Dataset entries
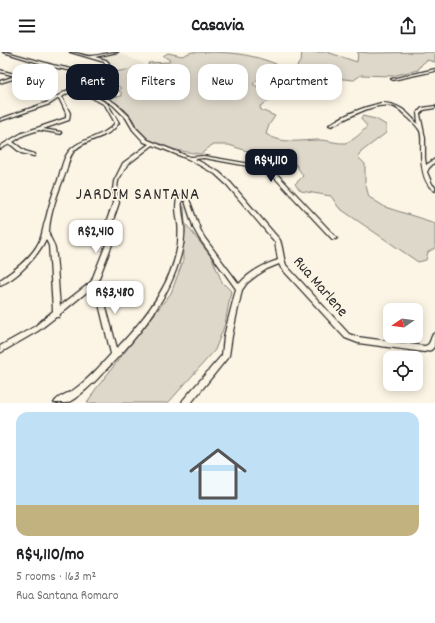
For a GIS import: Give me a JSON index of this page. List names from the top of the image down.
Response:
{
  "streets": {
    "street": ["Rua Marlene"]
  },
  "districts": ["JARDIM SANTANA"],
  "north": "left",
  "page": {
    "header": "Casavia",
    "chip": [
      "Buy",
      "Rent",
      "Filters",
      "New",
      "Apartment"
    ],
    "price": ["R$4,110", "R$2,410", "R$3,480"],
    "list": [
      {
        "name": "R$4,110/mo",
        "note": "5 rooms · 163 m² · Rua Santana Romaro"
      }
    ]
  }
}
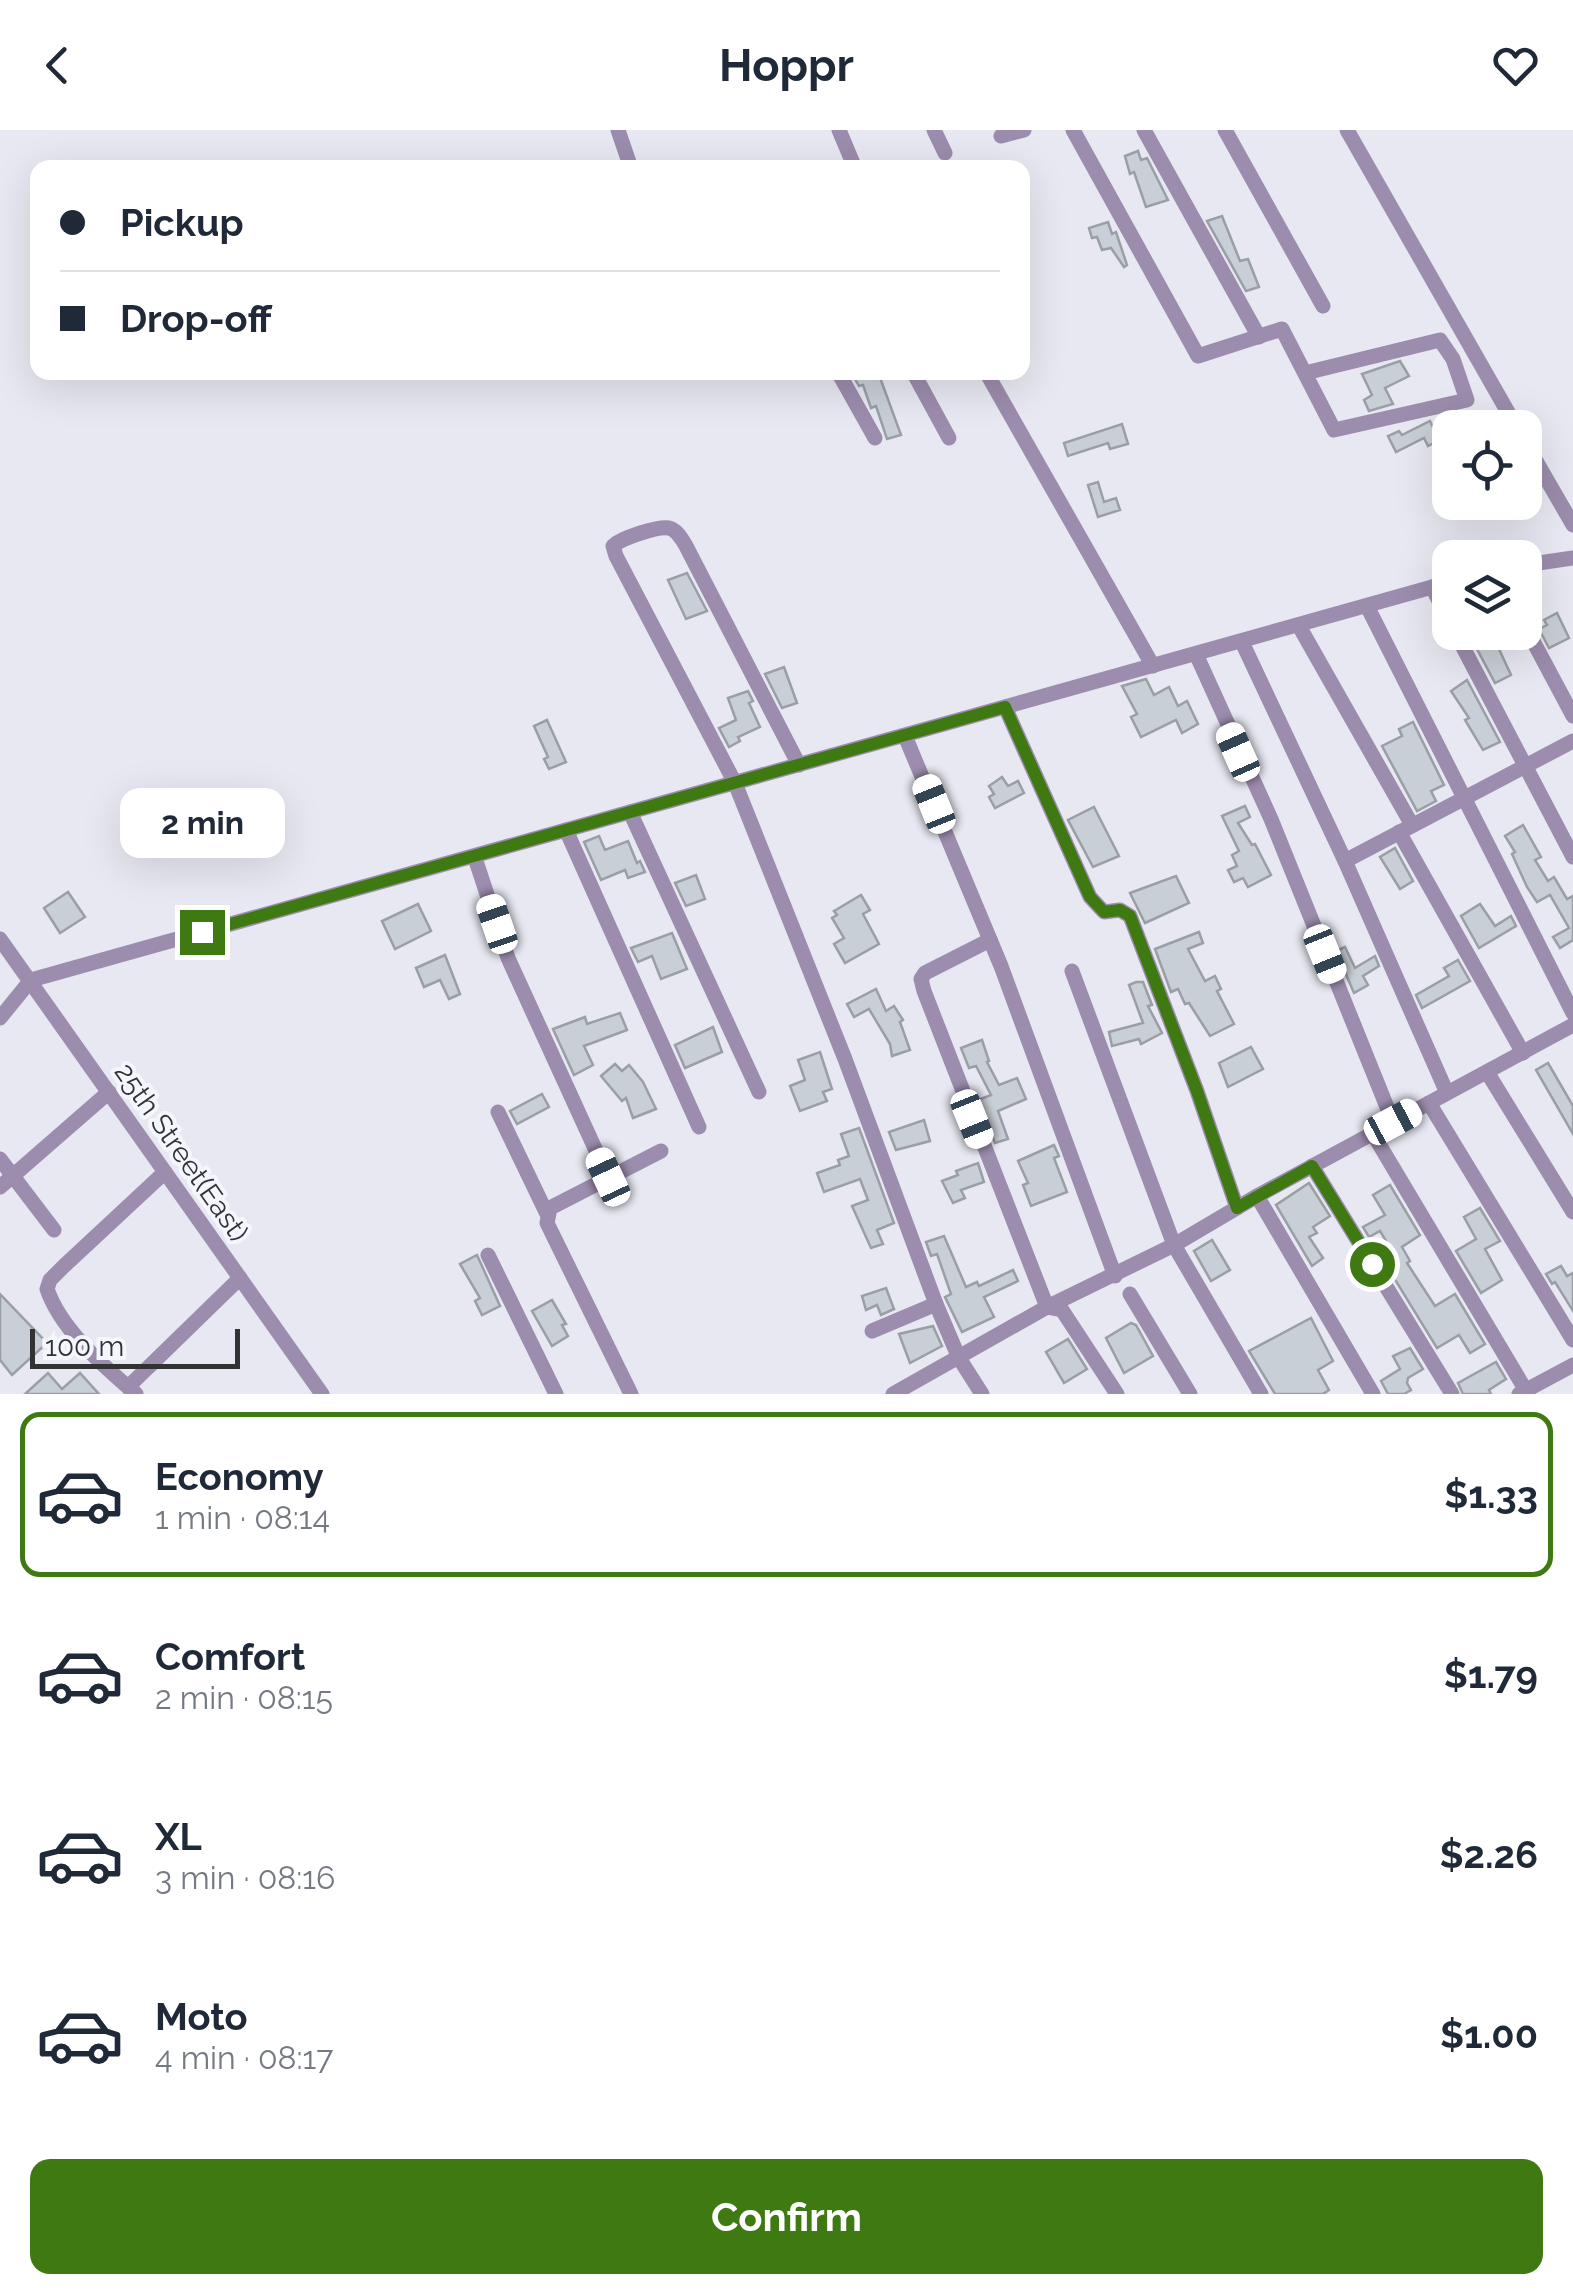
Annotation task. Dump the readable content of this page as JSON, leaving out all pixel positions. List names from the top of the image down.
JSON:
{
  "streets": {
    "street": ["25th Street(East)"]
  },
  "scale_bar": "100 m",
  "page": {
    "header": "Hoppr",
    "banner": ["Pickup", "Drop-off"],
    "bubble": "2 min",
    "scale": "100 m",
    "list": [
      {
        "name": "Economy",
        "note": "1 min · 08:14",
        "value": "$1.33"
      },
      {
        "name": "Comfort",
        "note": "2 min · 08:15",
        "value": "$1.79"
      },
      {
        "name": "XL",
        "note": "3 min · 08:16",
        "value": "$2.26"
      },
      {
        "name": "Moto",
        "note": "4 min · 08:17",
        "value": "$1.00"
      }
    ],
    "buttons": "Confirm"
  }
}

§ WHAT TO WORK ON:
The answer is the line holding "Annotation task. Dump" and all the lines after it through the end of the records, repeated exactly.

§ TASK RESULT:
Annotation task. Dump the readable content of this page as JSON, leaving out all pixel positions. List names from the top of the image down.
JSON:
{
  "streets": {
    "street": ["25th Street(East)"]
  },
  "scale_bar": "100 m",
  "page": {
    "header": "Hoppr",
    "banner": ["Pickup", "Drop-off"],
    "bubble": "2 min",
    "scale": "100 m",
    "list": [
      {
        "name": "Economy",
        "note": "1 min · 08:14",
        "value": "$1.33"
      },
      {
        "name": "Comfort",
        "note": "2 min · 08:15",
        "value": "$1.79"
      },
      {
        "name": "XL",
        "note": "3 min · 08:16",
        "value": "$2.26"
      },
      {
        "name": "Moto",
        "note": "4 min · 08:17",
        "value": "$1.00"
      }
    ],
    "buttons": "Confirm"
  }
}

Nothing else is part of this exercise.